Re: [HACKERS] PATCH: pageinspect / add page_checksum andbt_page_items(bytea)

From
Peter Eisentraut
Date:
On 3/4/17 12:39, Tomas Vondra wrote:
>> Can we have a test case for page_checksum(), or is that too difficult to
>> get running deterministicly?
> 
> I'm not sure it can be made deterministic. Certainly not on heap pages, 
> because then it'd be susceptible to xmin/xmax changes, but we have other 
> bits that change even on index pages (say pd_lsn).
> 
> So I'm afraid that's not going to fly.

Then just run it and throw away the result.  See sql/page.sql for some
examples.

-- 
Peter Eisentraut              http://www.2ndQuadrant.com/
PostgreSQL Development, 24x7 Support, Remote DBA, Training & Services



Re: [HACKERS] PATCH: pageinspect / add page_checksum andbt_page_items(bytea)

From
Peter Eisentraut
Date:
On 3/3/17 09:03, Tomas Vondra wrote:
> Attached is v2, fixing both issues.

I wonder if

+   bytea      *raw_page = PG_GETARG_BYTEA_P(0);

+       uargs->page = VARDATA(raw_page);

is expected to work reliably, without copying the argument to a
different memory context.

I think it would be better not to maintain so much duplicate code
between bt_page_items(text, int) and bt_page_items(bytea).  How about
just redefining bt_page_items(text, int) as an SQL-language function
calling bt_page_items(get_raw_page($1, $2))?

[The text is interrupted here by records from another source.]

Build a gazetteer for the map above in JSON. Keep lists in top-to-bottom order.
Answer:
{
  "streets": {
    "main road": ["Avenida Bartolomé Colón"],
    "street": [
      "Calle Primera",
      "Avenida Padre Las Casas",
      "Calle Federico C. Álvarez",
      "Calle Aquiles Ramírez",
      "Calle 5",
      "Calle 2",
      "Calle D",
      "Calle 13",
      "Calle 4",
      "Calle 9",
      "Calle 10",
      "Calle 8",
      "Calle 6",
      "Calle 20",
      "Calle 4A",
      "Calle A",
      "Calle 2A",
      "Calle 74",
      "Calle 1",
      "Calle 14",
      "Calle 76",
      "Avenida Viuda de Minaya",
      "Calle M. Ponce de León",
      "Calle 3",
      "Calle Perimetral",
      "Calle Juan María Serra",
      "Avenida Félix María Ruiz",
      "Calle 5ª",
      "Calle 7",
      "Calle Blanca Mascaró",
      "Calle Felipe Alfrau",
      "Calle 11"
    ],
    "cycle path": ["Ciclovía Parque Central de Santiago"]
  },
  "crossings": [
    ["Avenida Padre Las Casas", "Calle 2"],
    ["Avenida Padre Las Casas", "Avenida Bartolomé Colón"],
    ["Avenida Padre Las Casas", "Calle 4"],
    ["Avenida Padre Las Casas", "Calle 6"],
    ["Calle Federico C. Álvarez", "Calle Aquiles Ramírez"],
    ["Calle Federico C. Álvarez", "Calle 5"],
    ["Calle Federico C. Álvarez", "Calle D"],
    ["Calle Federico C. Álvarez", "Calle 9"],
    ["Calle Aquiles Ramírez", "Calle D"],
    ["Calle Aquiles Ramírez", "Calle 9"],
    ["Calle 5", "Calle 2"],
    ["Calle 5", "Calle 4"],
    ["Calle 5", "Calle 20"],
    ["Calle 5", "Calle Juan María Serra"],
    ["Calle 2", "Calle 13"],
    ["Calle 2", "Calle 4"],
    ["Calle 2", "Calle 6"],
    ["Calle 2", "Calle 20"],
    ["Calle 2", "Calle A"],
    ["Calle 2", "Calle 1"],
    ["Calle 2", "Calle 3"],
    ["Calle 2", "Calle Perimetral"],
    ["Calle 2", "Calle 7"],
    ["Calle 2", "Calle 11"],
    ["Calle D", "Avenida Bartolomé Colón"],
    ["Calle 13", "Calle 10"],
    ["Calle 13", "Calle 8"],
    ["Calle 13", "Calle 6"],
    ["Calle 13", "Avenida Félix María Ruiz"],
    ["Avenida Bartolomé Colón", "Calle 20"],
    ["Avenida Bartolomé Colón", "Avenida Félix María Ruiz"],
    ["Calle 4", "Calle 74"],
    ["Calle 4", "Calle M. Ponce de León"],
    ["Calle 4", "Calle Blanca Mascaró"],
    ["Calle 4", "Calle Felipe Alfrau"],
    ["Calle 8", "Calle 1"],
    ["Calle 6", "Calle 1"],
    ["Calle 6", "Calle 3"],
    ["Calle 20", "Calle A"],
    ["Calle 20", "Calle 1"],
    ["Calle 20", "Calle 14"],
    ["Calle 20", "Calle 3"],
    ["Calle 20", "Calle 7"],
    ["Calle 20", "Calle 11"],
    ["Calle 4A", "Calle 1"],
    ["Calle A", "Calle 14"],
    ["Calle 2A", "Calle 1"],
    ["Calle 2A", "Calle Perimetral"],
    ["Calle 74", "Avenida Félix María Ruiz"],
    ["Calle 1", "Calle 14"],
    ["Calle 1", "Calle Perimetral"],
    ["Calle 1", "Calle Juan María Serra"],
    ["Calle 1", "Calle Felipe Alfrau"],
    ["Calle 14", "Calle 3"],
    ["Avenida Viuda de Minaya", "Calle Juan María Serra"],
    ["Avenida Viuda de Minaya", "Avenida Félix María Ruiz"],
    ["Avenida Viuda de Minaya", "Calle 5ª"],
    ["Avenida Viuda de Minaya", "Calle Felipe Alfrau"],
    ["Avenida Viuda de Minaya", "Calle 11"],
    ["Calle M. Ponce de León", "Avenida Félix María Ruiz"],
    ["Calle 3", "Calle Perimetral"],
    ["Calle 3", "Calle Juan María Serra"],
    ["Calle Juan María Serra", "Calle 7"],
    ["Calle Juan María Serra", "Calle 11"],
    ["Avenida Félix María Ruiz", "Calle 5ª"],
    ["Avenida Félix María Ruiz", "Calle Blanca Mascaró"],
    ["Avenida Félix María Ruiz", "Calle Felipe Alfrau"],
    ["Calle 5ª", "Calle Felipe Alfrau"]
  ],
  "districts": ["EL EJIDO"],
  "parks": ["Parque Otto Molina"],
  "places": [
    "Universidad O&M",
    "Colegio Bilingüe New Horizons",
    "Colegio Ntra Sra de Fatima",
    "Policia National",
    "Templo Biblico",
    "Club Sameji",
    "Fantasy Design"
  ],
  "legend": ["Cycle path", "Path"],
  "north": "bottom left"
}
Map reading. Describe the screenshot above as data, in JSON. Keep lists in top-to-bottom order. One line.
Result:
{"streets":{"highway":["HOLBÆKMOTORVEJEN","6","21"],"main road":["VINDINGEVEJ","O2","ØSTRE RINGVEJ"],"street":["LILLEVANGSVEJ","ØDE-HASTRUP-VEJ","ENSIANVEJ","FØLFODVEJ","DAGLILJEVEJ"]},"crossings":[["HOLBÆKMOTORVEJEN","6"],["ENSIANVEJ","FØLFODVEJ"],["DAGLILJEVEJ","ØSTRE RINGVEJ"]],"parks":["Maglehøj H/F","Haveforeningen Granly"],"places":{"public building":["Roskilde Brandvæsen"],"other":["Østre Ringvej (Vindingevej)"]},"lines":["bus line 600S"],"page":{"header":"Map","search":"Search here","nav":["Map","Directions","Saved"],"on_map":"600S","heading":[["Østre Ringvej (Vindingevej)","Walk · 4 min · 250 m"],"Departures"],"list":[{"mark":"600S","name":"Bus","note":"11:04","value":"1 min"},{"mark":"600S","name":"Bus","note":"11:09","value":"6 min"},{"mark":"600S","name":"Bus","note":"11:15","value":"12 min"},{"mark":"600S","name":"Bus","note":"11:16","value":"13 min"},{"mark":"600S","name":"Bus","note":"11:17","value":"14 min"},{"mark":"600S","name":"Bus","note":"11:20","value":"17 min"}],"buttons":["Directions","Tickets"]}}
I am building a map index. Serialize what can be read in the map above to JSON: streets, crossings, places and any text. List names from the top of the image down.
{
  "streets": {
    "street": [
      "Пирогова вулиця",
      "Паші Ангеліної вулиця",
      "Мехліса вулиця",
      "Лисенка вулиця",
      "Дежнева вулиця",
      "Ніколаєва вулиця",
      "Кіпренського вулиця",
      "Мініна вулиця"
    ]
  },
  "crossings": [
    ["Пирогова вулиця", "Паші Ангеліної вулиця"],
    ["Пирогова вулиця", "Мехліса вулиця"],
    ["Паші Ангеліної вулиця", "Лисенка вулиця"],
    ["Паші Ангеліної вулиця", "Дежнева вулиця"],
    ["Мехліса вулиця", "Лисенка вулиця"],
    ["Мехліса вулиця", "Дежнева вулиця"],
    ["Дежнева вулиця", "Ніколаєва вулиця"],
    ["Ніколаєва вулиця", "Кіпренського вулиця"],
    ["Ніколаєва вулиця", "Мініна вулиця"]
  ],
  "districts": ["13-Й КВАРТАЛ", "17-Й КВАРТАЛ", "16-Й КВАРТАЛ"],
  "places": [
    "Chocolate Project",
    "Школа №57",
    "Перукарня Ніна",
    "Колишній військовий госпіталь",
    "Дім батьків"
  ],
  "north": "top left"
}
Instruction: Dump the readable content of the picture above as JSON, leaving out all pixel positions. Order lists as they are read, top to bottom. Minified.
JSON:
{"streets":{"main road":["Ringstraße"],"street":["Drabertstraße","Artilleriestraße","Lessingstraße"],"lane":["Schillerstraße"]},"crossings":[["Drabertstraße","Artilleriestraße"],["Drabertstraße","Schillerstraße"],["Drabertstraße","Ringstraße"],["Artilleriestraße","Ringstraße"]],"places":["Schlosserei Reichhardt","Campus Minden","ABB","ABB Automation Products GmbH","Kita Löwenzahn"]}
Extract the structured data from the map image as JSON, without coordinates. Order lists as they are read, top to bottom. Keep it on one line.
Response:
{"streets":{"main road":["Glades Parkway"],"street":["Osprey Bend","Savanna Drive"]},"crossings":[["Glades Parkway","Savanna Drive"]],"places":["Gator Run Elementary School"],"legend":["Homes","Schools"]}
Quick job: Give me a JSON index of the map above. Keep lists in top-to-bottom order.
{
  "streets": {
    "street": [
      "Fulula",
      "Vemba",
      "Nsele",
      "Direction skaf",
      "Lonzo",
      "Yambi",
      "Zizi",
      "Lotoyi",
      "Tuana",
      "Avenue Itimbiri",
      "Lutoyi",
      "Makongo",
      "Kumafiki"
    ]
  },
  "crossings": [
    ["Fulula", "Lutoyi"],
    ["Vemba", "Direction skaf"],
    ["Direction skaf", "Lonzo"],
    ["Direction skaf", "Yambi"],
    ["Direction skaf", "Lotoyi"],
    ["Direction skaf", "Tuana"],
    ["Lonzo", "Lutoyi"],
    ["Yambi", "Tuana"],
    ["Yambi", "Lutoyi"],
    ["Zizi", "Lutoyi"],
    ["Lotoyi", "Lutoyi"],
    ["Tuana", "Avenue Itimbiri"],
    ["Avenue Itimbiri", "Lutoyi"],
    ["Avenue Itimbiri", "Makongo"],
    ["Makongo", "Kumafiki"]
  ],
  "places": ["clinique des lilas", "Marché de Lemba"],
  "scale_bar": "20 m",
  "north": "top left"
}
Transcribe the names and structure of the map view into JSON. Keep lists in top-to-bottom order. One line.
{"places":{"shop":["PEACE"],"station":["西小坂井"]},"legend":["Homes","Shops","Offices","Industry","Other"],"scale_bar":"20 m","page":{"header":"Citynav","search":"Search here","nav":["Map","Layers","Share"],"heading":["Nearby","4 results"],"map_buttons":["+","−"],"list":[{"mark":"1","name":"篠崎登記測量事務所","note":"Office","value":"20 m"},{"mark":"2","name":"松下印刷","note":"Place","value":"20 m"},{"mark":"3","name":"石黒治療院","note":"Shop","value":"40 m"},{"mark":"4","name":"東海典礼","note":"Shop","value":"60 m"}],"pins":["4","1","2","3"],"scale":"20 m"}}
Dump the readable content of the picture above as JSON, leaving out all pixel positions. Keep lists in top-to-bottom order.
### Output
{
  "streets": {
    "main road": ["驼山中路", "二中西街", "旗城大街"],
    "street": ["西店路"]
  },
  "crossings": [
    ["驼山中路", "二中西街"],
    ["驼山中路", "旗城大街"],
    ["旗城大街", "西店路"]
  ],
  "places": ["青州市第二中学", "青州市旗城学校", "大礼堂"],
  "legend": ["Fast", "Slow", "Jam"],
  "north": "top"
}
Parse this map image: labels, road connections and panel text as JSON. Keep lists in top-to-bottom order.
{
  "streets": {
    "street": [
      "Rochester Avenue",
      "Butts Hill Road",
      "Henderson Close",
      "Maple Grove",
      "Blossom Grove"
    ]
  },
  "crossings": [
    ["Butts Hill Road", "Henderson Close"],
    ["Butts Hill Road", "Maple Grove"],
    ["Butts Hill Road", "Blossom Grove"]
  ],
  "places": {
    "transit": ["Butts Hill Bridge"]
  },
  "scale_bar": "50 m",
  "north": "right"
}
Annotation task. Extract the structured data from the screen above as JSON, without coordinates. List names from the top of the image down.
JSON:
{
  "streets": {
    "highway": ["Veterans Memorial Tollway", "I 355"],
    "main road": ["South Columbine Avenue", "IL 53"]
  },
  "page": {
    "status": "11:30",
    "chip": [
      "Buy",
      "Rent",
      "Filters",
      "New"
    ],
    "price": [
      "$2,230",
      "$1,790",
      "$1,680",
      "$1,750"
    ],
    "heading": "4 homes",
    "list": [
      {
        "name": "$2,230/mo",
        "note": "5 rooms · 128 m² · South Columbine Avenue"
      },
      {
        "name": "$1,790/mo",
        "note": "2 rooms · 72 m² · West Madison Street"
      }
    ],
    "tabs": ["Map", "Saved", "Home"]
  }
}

For page_checksum(), the checksums are internally unsigned, so maybe
return type int on the SQL level, so that there is no confusion about
the sign?

-- 
Peter Eisentraut              http://www.2ndQuadrant.com/
PostgreSQL Development, 24x7 Support, Remote DBA, Training & Services



Re: [HACKERS] PATCH: pageinspect / add page_checksum andbt_page_items(bytea)

From
Tomas Vondra
Date:
On 03/06/2017 10:13 PM, Peter Eisentraut wrote:
> On 3/3/17 09:03, Tomas Vondra wrote:
>> Attached is v2, fixing both issues.
>
> I wonder if
>
> +   bytea      *raw_page = PG_GETARG_BYTEA_P(0);
>
> +       uargs->page = VARDATA(raw_page);
>
> is expected to work reliably, without copying the argument to a
> different memory context.
>
> I think it would be better not to maintain so much duplicate code
> between bt_page_items(text, int) and bt_page_items(bytea).  How about
> just redefining bt_page_items(text, int) as an SQL-language function
> calling bt_page_items(get_raw_page($1, $2))?
>

Maybe. We can also probably share the code at the C level, so I'll look 
into that.
>
> For page_checksum(), the checksums are internally unsigned, so maybe
> return type int on the SQL level, so that there is no confusion about
> the sign?
>

That ship already sailed, I'm afraid. We already have checksum in the 
page_header() output, and it's defined as smallint there. So using int 
here would be inconsistent.

A similar issue is that get_raw_page() uses int for block number, while 
internally it's uint32. That often requires a fair amount of gymnastics 
on large tables.

I'm not against changing either of those bits - using int for checksums 
and bigint for block numbers, but I think it should be a separate patch.

regards

-- 
Tomas Vondra                  http://www.2ndQuadrant.com
PostgreSQL Development, 24x7 Support, Remote DBA, Training & Services



Re: [HACKERS] PATCH: pageinspect / add page_checksum andbt_page_items(bytea)

From
Peter Eisentraut
Date:
On 3/6/17 16:33, Tomas Vondra wrote:
>> I think it would be better not to maintain so much duplicate code
>> between bt_page_items(text, int) and bt_page_items(bytea).  How about
>> just redefining bt_page_items(text, int) as an SQL-language function
>> calling bt_page_items(get_raw_page($1, $2))?
>>
> 
> Maybe. We can also probably share the code at the C level, so I'll look 
> into that.

I think SQL would be easier, but either way some reduction in
duplication would be good.

>> For page_checksum(), the checksums are internally unsigned, so maybe
>> return type int on the SQL level, so that there is no confusion about
>> the sign?
>>
> 
> That ship already sailed, I'm afraid. We already have checksum in the 
> page_header() output, and it's defined as smallint there. So using int 
> here would be inconsistent.

OK, no worries then.

-- 
Peter Eisentraut              http://www.2ndQuadrant.com/
PostgreSQL Development, 24x7 Support, Remote DBA, Training & Services



Re: [HACKERS] PATCH: pageinspect / add page_checksum and bt_page_items(bytea)

From
Ashutosh Sharma
Date:
Hi,

I had a look into this patch and would like to share some of my review
comments that requires author's attention.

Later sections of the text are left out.